*WHAT THE TASK ASKS*. For the records that follow, please set down exactly the lines between the one holding "flex:none; width:28px; height:28px;" and the one holding "display:grid; align-content:center; gap:10px;", inclusive, and only those.

##########

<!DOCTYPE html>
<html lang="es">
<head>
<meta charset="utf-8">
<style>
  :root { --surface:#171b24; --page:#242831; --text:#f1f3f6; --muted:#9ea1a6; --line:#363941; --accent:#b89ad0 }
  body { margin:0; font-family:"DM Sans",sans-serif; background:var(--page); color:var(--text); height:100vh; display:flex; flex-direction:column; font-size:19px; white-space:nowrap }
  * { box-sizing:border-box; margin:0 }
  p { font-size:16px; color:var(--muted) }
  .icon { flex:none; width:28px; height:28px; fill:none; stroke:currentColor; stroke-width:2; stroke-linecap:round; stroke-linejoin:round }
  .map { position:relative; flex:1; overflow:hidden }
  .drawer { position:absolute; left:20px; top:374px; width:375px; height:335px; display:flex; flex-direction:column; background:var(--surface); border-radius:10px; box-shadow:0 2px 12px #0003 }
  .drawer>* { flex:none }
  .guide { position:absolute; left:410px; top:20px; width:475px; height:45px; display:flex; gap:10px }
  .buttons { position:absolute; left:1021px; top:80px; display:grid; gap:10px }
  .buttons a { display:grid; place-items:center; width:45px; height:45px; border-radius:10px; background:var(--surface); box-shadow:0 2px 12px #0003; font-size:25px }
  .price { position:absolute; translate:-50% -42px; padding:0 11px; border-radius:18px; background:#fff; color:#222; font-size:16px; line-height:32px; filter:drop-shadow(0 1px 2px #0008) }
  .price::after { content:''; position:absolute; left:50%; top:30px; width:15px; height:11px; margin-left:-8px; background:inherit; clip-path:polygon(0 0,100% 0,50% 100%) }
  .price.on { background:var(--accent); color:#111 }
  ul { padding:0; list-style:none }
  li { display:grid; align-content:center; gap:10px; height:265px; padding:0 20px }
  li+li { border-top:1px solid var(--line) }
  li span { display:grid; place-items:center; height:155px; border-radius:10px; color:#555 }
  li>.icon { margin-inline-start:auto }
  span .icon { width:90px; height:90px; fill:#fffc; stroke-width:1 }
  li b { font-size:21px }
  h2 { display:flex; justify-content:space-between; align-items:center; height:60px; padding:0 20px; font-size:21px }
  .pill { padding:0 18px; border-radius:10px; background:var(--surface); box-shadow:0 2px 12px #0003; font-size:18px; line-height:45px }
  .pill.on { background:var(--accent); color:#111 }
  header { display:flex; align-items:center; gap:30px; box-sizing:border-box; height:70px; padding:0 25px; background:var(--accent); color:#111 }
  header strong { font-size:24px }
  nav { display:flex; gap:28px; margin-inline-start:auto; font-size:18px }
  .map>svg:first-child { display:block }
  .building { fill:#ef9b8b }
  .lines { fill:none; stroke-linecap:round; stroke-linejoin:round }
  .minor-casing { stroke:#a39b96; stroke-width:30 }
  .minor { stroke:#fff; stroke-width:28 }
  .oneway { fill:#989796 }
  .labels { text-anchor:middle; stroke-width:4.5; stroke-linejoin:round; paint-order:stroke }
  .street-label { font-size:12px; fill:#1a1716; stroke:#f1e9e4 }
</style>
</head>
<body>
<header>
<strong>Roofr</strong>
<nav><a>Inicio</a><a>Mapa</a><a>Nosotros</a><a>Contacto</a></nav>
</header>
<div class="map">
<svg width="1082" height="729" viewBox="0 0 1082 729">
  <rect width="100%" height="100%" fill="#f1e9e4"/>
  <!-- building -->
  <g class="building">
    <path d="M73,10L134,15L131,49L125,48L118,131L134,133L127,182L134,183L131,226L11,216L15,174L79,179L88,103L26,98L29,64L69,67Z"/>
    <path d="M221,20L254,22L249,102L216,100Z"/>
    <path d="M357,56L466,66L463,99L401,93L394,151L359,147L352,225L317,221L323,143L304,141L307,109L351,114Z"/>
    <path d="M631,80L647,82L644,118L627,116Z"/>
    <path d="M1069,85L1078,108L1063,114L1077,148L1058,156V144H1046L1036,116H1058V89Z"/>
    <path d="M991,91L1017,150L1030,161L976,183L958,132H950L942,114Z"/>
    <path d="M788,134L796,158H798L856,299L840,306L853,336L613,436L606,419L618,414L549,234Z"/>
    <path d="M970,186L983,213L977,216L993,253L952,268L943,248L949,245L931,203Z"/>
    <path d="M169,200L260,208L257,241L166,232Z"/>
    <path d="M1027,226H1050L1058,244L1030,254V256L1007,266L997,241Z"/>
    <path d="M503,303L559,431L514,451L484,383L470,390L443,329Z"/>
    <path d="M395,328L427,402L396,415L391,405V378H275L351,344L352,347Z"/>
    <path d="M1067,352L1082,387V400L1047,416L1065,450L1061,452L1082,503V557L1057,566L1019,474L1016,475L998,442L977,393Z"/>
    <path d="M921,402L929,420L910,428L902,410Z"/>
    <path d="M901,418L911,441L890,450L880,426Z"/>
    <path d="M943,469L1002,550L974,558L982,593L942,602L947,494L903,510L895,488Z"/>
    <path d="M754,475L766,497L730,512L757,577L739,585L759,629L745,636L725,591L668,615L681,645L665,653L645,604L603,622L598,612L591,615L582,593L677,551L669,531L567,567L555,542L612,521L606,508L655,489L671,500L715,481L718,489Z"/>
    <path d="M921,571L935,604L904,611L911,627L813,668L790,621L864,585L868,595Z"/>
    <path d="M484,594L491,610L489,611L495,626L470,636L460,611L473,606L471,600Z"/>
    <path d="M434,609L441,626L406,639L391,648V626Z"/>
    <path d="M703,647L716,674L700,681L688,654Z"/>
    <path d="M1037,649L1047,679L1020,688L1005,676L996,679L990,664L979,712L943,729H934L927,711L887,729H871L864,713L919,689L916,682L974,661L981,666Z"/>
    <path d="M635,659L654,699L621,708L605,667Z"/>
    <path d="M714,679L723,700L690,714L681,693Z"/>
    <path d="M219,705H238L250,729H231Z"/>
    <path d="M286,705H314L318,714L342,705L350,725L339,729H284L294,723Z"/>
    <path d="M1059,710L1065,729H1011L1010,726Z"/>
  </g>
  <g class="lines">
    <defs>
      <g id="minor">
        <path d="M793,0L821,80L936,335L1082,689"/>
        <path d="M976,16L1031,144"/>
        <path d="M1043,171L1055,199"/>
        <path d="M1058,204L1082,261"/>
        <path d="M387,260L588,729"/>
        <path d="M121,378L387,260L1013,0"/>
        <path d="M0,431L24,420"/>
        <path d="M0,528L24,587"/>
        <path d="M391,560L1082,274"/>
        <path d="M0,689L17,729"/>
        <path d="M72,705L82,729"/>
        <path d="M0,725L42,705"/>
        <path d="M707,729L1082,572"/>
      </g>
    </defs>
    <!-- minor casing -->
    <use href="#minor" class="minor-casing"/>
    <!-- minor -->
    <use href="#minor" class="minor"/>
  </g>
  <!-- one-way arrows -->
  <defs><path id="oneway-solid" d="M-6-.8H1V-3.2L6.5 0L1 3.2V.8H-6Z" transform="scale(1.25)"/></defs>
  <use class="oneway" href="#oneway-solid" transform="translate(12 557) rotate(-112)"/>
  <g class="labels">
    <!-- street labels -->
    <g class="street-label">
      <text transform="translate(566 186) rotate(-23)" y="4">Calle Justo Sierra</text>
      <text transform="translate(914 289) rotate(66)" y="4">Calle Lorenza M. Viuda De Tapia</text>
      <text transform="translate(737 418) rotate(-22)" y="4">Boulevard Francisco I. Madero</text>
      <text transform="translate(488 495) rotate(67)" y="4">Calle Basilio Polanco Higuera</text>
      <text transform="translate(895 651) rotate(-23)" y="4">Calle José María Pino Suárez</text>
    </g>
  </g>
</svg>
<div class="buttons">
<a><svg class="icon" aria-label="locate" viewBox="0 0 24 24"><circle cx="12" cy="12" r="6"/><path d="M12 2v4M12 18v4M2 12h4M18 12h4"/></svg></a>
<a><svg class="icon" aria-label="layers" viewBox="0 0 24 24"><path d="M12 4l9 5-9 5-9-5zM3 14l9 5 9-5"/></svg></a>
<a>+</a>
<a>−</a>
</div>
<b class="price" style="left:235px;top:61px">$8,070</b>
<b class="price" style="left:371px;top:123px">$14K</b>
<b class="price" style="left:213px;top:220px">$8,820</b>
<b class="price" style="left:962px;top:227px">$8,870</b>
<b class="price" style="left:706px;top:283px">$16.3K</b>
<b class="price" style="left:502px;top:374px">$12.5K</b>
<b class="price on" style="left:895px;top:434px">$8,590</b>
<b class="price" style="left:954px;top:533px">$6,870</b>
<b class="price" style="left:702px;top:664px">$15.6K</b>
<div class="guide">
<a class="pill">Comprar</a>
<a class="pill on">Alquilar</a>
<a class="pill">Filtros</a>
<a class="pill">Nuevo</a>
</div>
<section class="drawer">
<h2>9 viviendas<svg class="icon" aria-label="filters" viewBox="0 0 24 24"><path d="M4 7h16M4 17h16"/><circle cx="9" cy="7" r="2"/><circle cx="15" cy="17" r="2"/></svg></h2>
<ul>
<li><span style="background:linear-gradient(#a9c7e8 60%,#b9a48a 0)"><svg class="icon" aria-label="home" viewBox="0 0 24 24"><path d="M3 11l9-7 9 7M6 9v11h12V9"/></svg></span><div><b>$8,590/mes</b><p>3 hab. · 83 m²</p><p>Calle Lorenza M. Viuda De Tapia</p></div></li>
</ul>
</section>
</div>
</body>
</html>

##########

*YOUR RESPONSE*.
  .icon { flex:none; width:28px; height:28px; fill:none; stroke:currentColor; stroke-width:2; stroke-linecap:round; stroke-linejoin:round }
  .map { position:relative; flex:1; overflow:hidden }
  .drawer { position:absolute; left:20px; top:374px; width:375px; height:335px; display:flex; flex-direction:column; background:var(--surface); border-radius:10px; box-shadow:0 2px 12px #0003 }
  .drawer>* { flex:none }
  .guide { position:absolute; left:410px; top:20px; width:475px; height:45px; display:flex; gap:10px }
  .buttons { position:absolute; left:1021px; top:80px; display:grid; gap:10px }
  .buttons a { display:grid; place-items:center; width:45px; height:45px; border-radius:10px; background:var(--surface); box-shadow:0 2px 12px #0003; font-size:25px }
  .price { position:absolute; translate:-50% -42px; padding:0 11px; border-radius:18px; background:#fff; color:#222; font-size:16px; line-height:32px; filter:drop-shadow(0 1px 2px #0008) }
  .price::after { content:''; position:absolute; left:50%; top:30px; width:15px; height:11px; margin-left:-8px; background:inherit; clip-path:polygon(0 0,100% 0,50% 100%) }
  .price.on { background:var(--accent); color:#111 }
  ul { padding:0; list-style:none }
  li { display:grid; align-content:center; gap:10px; height:265px; padding:0 20px }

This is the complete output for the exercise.